[Collected data]
===

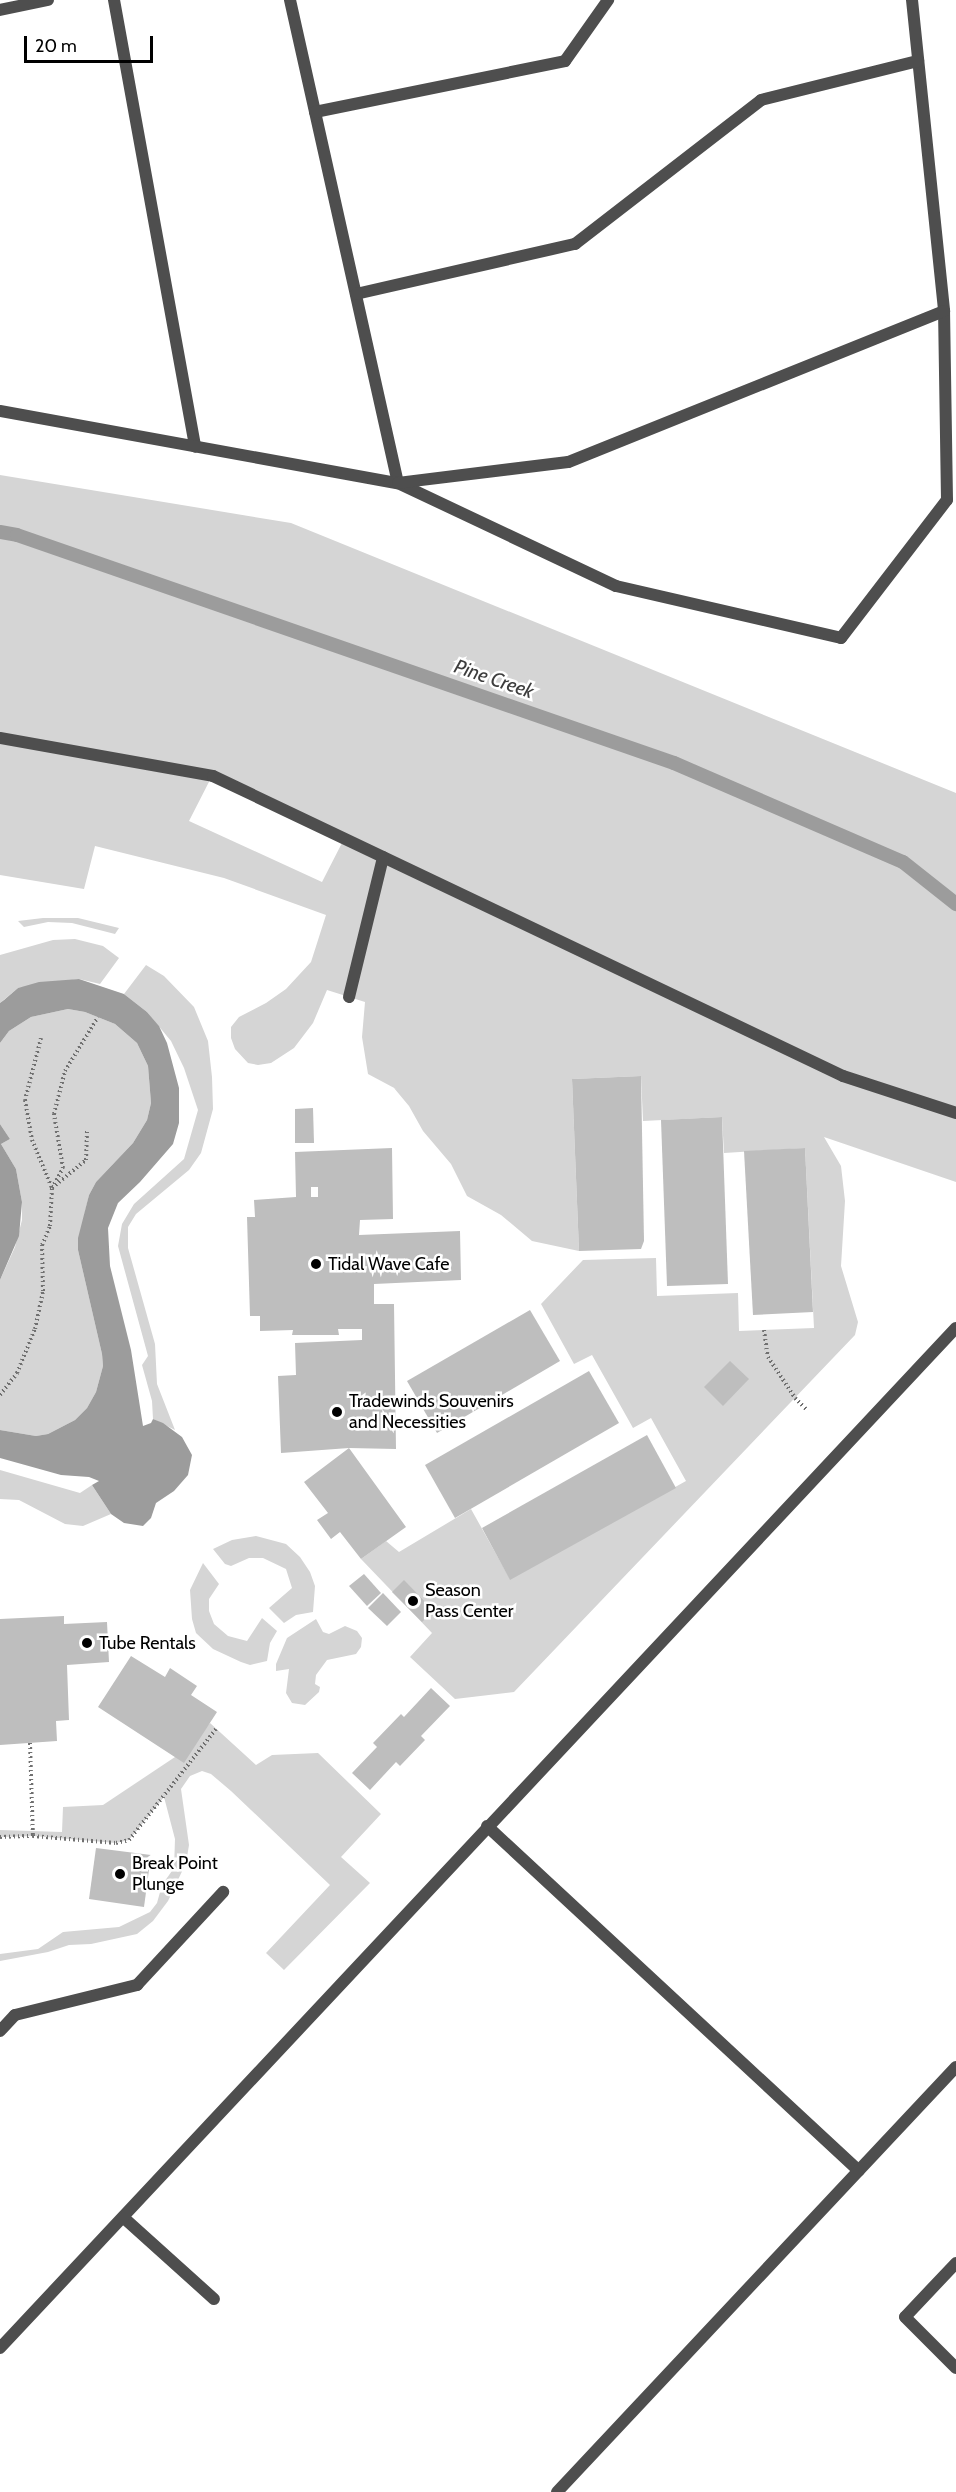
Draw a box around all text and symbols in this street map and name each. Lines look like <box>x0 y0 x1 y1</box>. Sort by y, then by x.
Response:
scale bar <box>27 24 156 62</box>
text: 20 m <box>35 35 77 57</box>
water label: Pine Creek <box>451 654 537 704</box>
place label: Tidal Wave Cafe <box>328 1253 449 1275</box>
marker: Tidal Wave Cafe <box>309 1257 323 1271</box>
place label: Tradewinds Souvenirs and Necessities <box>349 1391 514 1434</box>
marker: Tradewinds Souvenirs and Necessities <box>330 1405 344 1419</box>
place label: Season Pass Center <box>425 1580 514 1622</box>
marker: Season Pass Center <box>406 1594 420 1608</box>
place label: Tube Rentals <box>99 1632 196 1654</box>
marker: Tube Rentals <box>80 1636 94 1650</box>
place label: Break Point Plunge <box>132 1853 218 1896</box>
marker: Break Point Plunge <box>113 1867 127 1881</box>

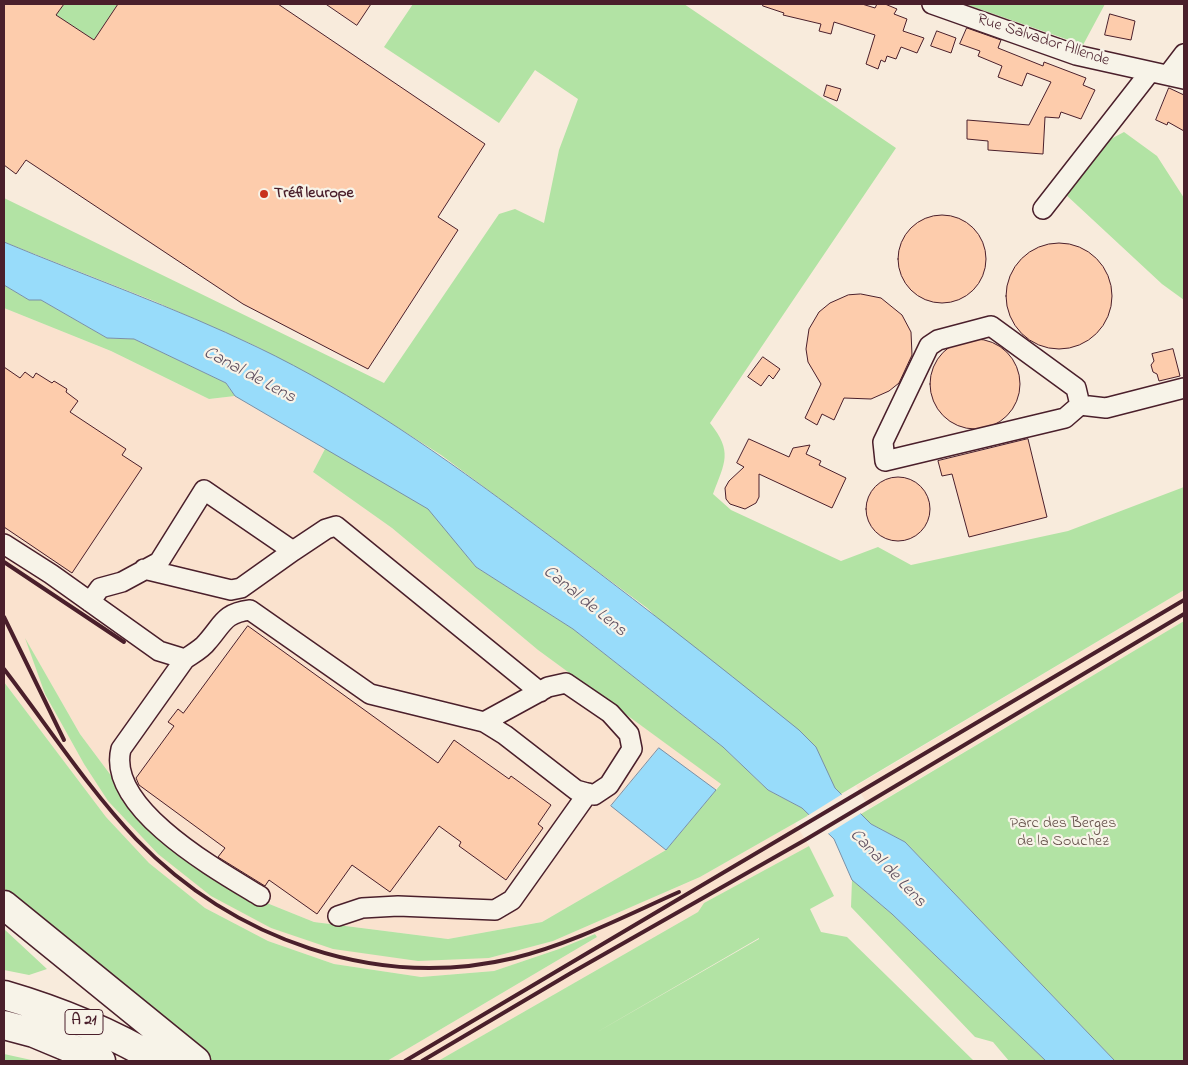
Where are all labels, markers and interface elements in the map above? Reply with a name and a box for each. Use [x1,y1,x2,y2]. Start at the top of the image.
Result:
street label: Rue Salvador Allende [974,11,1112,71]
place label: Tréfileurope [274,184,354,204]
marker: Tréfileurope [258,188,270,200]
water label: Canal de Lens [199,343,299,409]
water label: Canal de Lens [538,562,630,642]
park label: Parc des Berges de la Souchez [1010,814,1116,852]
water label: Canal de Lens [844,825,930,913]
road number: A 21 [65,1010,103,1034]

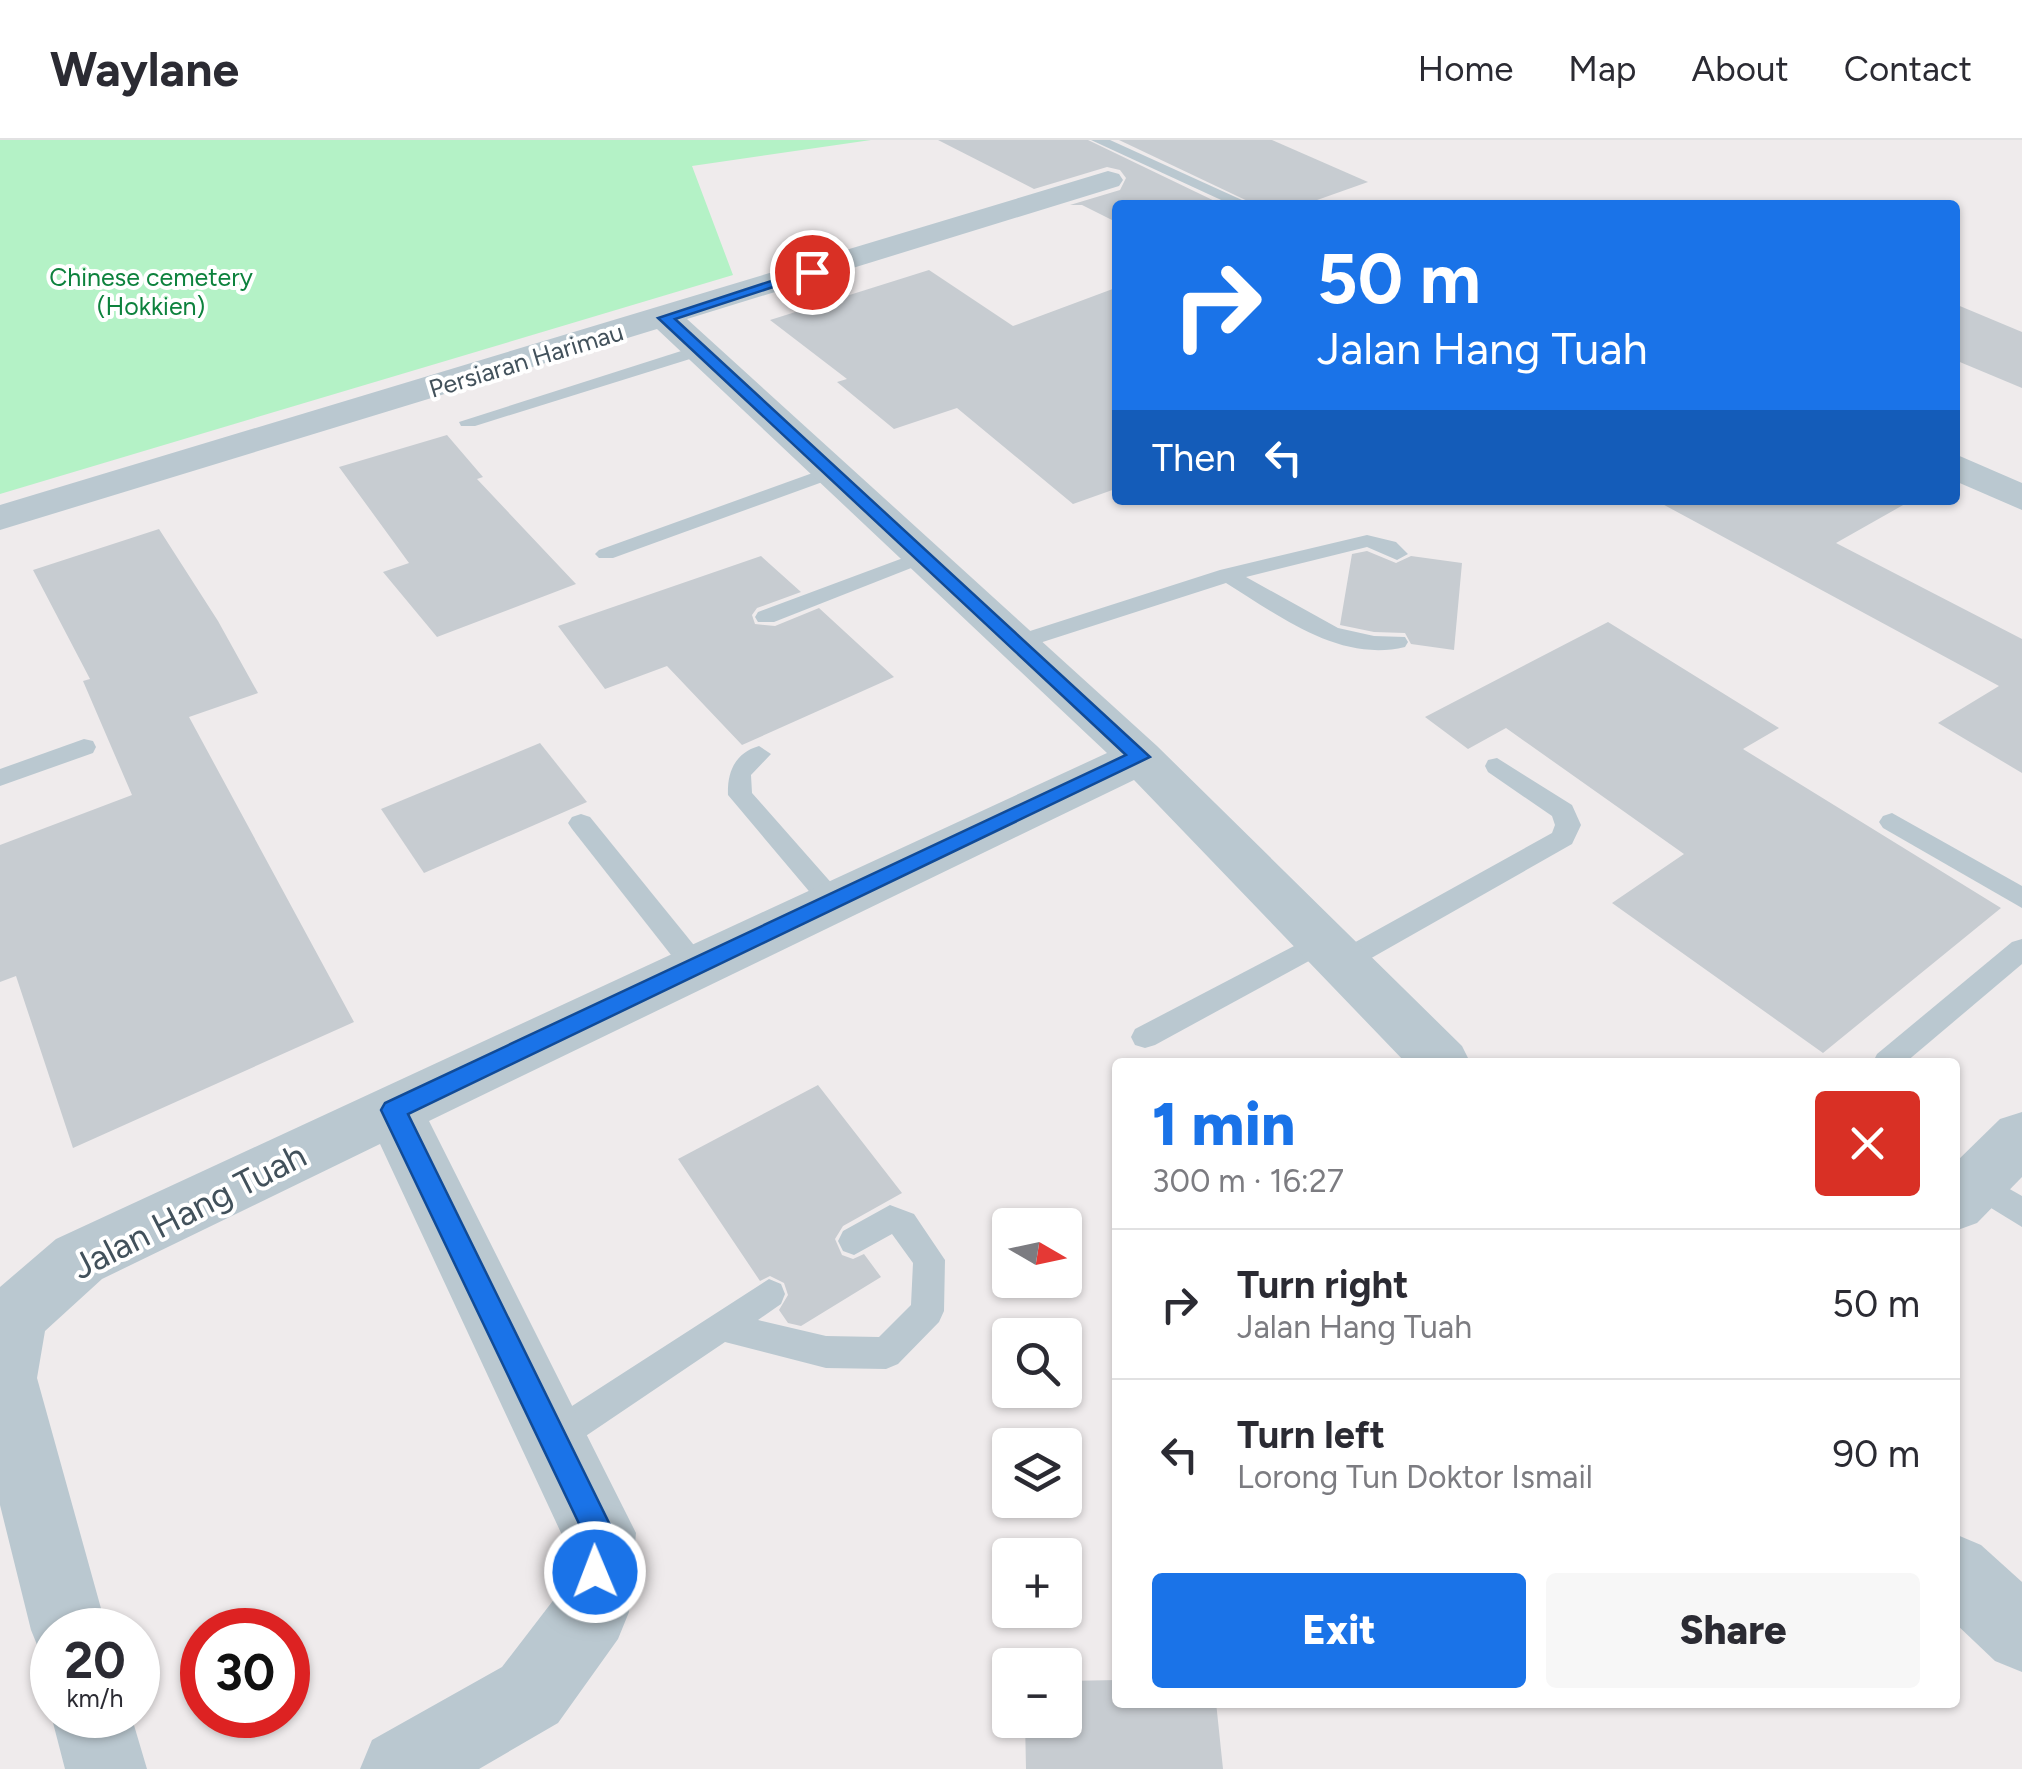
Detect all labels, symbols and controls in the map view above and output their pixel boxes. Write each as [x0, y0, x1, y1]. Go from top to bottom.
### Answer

===

● **What is needed**
Please output every entry exactly as written, apart from the pictures.

● **Written response**
Draw a box around all text and symbols in this street map and name each. Lines look like <box>x0 y0 x1 y1</box>. Sort by y, then by x.
Response:
scale bar <box>27 24 156 62</box>
text: 20 m <box>35 35 77 57</box>
water label: Pine Creek <box>451 654 537 704</box>
place label: Tidal Wave Cafe <box>328 1253 449 1275</box>
marker: Tidal Wave Cafe <box>309 1257 323 1271</box>
place label: Tradewinds Souvenirs and Necessities <box>349 1391 514 1434</box>
marker: Tradewinds Souvenirs and Necessities <box>330 1405 344 1419</box>
place label: Season Pass Center <box>425 1580 514 1622</box>
marker: Season Pass Center <box>406 1594 420 1608</box>
place label: Tube Rentals <box>99 1632 196 1654</box>
marker: Tube Rentals <box>80 1636 94 1650</box>
place label: Break Point Plunge <box>132 1853 218 1896</box>
marker: Break Point Plunge <box>113 1867 127 1881</box>

Where are all labels, markers and interface elements in the map above? Reply with a name and a box for each. Use [x1,y1,x2,y2]. Start at the top of the image.
Result:
street label: Rue Salvador Allende [974,11,1112,71]
place label: Tréfileurope [274,184,354,204]
marker: Tréfileurope [258,188,270,200]
water label: Canal de Lens [199,343,299,409]
water label: Canal de Lens [538,562,630,642]
park label: Parc des Berges de la Souchez [1010,814,1116,852]
water label: Canal de Lens [844,825,930,913]
road number: A 21 [65,1010,103,1034]

Detect all labels, symbols and controls in the map view above and output their pixel boxes. Write each as [x0, y0, x1, y1]. Go from top to bottom.
### Answer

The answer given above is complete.